Analysis of the Chagyrskaya community revealed very low levels of genetic diversity, suggesting a group size of around 20 individuals. This is supported by other studies that have pointed to small Neanderthal community-sizes based on fossilised footprints and spatial patterns of site-use, but it is uncertain whether the extremely small size of the Chagyrskaya group is representative of Neanderthal behaviour across Eurasia at this time or if it is particular to more isolated groups in the Altai Mountains.

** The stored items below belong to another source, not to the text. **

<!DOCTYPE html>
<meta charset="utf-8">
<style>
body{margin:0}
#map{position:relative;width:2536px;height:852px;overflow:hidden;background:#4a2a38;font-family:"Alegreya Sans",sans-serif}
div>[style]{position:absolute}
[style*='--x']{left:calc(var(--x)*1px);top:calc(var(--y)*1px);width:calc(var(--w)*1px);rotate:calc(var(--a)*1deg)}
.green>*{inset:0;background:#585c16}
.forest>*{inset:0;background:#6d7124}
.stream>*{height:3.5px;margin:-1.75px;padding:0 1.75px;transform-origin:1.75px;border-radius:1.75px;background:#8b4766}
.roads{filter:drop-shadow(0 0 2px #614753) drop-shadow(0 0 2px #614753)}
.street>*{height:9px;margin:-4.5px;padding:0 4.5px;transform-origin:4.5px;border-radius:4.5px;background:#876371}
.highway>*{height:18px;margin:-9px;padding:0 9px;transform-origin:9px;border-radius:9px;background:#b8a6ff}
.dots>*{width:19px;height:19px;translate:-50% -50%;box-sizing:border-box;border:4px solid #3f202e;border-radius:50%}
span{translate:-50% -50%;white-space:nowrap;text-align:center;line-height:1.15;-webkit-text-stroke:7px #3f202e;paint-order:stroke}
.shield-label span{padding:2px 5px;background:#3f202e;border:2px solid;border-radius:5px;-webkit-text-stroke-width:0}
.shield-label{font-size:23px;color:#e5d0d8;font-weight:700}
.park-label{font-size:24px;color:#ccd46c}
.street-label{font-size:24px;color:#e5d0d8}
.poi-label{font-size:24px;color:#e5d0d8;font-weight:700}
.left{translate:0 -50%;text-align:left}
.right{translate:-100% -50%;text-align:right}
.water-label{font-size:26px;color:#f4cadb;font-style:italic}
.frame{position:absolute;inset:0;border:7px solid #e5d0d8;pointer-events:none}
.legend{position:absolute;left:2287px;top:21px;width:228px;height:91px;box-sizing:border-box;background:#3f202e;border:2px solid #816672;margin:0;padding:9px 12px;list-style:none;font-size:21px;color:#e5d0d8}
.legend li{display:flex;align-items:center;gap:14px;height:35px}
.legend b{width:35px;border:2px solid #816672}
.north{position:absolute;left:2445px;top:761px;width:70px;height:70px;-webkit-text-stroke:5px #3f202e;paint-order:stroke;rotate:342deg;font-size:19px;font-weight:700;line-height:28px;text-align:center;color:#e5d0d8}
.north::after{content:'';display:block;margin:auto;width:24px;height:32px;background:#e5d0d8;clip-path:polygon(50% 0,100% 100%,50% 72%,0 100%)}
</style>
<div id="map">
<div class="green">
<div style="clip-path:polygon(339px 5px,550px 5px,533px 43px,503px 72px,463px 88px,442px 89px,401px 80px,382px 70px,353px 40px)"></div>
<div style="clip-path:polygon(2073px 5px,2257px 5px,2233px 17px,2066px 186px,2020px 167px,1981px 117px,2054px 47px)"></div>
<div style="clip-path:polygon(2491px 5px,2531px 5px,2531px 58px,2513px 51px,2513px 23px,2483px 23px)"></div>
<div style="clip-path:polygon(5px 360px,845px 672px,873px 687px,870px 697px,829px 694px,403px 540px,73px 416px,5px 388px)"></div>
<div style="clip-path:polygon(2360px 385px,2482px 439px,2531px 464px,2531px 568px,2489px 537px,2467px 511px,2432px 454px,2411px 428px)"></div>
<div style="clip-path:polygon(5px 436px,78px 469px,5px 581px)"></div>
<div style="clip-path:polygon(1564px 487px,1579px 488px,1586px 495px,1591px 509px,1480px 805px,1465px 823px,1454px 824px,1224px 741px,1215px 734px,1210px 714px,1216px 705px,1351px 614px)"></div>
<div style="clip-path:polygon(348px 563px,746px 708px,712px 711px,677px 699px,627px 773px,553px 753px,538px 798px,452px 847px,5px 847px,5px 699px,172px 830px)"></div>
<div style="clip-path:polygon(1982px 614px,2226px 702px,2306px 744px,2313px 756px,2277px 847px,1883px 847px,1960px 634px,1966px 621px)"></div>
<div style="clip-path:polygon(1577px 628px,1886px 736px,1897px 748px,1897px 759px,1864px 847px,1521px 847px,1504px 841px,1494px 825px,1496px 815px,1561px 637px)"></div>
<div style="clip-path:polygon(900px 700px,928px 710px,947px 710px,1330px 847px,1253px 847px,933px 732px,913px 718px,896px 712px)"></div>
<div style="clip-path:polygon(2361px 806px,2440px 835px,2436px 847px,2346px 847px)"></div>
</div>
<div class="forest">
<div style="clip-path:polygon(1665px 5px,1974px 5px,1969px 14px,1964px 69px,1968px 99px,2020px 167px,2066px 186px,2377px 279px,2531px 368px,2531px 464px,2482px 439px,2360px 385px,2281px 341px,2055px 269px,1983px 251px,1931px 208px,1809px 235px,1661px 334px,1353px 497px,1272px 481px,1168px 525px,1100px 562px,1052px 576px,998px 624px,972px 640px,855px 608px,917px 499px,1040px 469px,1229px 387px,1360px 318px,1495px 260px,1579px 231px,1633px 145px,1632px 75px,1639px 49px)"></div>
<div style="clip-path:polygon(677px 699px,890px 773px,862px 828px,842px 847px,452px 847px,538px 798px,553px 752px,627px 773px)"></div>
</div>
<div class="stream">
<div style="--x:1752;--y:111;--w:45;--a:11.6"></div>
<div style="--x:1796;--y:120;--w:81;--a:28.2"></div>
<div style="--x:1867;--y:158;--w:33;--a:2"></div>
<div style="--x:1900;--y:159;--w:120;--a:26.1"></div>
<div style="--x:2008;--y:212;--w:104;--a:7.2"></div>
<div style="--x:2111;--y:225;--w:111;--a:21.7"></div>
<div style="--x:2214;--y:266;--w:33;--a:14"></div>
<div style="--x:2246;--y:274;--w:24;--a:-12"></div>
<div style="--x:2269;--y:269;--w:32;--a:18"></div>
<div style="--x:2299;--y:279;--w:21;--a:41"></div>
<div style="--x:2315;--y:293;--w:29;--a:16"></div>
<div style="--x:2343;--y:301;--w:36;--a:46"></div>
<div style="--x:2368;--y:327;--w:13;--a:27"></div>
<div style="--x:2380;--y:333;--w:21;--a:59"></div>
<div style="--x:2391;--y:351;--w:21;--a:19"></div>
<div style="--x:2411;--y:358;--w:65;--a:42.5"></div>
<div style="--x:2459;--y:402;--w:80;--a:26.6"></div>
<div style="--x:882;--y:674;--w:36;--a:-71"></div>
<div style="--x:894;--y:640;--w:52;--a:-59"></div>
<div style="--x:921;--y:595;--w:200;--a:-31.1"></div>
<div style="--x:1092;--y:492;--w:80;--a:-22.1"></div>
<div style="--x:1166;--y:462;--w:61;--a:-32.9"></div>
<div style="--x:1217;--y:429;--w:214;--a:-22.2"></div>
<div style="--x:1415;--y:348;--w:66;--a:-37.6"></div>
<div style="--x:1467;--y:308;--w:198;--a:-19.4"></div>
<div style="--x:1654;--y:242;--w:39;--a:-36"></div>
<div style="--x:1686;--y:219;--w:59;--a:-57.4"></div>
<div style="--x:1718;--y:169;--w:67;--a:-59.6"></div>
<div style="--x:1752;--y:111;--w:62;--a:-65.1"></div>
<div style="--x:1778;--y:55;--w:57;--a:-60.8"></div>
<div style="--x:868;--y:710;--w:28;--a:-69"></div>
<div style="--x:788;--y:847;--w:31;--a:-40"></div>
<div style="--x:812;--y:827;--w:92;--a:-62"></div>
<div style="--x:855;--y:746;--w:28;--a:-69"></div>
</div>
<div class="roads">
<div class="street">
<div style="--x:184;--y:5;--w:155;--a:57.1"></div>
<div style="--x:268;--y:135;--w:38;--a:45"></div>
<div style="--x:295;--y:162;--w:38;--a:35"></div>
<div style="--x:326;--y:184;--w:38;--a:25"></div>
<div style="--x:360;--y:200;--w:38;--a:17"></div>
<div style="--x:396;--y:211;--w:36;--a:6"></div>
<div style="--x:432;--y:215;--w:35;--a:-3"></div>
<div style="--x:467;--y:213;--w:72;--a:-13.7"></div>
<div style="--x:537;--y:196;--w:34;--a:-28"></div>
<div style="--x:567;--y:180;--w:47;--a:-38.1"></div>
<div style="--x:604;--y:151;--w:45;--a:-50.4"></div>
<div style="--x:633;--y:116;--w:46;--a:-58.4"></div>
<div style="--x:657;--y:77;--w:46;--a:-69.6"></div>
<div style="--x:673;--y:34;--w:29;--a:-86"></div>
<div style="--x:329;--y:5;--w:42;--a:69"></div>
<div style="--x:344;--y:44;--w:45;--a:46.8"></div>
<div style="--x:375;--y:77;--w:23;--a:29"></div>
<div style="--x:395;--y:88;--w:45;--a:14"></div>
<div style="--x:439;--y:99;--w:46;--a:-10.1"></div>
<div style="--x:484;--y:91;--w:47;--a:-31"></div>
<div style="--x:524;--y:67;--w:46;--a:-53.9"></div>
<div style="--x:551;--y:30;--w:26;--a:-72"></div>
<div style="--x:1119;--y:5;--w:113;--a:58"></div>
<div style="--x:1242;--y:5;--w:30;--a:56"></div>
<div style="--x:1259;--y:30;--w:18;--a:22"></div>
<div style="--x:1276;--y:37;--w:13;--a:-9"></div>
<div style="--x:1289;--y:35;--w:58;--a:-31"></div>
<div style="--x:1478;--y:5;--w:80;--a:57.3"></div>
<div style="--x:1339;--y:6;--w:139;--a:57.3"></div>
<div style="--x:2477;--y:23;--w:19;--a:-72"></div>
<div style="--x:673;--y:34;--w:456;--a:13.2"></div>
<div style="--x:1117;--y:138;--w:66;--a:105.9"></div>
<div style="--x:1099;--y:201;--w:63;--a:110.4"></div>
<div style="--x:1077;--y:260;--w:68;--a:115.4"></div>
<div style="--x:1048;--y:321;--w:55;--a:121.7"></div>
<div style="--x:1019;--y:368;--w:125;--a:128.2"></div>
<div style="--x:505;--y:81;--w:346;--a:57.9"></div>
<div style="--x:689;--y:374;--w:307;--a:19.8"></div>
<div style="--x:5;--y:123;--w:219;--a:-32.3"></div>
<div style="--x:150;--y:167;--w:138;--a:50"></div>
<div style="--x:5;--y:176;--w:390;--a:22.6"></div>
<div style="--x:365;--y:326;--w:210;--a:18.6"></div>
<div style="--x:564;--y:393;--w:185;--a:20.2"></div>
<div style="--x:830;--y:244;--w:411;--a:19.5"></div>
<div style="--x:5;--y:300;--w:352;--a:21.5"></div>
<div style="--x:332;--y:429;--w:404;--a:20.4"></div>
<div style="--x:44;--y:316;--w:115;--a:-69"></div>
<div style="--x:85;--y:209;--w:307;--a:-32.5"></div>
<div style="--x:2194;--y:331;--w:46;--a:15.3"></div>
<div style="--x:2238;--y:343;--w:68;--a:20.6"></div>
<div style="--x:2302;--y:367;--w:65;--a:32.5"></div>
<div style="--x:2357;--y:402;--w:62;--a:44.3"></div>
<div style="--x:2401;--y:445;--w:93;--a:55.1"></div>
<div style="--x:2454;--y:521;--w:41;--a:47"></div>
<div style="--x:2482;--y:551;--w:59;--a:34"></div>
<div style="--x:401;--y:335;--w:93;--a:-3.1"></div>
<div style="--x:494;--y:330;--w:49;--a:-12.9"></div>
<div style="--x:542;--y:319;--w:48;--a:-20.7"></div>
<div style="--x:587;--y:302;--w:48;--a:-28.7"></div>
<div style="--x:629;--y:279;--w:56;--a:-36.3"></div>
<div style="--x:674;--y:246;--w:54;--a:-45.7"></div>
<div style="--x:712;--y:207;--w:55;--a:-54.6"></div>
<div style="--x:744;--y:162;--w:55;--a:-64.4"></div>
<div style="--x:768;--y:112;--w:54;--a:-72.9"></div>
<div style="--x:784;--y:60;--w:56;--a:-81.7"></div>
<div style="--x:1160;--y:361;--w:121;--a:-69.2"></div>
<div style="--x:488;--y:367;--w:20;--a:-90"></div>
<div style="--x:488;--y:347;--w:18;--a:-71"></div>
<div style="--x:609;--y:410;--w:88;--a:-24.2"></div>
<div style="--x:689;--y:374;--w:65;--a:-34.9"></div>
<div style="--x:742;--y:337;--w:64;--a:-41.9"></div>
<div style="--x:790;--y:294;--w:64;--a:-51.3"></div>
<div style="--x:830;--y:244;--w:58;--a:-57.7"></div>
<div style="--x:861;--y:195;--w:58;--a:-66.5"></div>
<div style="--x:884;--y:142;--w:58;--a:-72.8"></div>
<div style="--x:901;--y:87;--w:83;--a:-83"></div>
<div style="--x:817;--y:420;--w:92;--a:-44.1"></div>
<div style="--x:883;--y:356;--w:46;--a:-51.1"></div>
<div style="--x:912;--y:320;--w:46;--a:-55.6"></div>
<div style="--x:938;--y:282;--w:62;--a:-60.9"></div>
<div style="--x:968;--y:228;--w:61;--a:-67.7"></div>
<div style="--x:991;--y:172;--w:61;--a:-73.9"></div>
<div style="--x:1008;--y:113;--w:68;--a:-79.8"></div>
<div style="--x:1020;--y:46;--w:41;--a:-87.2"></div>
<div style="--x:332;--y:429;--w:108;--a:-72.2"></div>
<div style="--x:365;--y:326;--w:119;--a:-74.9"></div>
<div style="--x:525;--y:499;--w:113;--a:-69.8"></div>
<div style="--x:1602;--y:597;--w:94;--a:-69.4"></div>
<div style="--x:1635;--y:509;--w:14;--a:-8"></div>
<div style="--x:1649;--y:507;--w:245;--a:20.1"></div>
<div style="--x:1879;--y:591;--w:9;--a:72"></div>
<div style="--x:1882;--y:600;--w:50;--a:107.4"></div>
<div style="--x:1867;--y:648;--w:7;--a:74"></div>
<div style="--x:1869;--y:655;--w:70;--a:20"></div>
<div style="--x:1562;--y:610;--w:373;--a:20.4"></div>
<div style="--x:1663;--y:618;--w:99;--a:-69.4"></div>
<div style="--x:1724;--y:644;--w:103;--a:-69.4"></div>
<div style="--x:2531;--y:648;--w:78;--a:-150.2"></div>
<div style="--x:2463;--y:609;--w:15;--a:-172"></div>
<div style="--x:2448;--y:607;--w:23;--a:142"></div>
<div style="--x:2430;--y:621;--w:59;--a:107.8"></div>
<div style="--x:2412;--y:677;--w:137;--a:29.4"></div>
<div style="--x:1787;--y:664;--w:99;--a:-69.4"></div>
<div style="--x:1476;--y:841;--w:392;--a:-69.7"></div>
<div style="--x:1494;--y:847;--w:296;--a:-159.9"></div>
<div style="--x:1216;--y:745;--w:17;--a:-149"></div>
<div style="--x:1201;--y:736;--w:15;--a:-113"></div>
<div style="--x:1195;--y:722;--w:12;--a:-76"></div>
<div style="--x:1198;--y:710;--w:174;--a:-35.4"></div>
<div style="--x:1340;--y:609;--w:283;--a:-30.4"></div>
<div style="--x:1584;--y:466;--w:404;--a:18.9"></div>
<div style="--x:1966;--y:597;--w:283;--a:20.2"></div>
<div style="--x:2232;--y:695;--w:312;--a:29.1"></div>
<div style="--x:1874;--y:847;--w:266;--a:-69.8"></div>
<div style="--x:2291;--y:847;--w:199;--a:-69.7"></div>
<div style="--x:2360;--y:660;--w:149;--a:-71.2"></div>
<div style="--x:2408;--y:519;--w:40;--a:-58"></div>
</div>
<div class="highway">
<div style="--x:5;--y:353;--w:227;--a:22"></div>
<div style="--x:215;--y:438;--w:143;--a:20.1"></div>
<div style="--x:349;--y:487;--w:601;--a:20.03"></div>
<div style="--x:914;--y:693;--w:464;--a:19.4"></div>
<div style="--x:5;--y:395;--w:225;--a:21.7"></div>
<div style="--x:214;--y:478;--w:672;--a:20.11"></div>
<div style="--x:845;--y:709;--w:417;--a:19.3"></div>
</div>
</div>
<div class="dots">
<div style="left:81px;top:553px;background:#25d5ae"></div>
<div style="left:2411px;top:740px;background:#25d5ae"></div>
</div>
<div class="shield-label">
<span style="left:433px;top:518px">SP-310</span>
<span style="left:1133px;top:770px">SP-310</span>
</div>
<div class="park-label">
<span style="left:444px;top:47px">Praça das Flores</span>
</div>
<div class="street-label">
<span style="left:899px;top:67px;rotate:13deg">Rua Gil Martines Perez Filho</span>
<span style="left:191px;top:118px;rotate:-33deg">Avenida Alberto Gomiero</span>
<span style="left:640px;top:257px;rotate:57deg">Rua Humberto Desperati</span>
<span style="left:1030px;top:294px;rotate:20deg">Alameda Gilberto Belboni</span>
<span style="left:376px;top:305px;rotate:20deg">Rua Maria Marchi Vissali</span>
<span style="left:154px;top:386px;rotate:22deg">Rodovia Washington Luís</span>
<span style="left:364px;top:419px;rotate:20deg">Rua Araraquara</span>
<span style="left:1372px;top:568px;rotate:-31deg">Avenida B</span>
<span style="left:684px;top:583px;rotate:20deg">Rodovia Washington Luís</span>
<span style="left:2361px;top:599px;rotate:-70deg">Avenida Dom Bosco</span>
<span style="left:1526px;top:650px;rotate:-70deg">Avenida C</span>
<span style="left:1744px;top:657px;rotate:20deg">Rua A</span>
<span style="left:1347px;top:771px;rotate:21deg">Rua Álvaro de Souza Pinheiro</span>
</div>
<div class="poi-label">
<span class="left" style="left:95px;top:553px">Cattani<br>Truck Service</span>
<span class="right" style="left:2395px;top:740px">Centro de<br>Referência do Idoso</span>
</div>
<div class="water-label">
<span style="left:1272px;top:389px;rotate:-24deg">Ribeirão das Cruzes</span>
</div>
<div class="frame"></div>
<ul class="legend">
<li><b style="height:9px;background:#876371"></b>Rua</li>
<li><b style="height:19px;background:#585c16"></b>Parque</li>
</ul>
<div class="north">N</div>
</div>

However, even these communities would not have been completely isolated, and the researchers also wanted to explore the possible connections between different groups. In order to do so, they looked at the difference in genetic diversity in the Neanderthals’ Y-chromosome sequences (which are inherited father-to-son) and in their mitochondrial DNA (which is inherited maternally). They found a much greater degree of diversity in the mitochondrial DNA, indicating that females often moved between Neanderthal communities, while the males generally remained in the group where they were born.
This research, which has now been published in Nature (https://doi.org/10.1038/s41586-022-05283-y), represents one of the largest genetic studies of a Neanderthal population ever carried out, and possibly the first examples of documented individual familial relationships, including a father–daughter pair. The results offer a remarkable insight into the social lives of Neanderthals and the size, sex composition, and organisation of the communities in which they lived.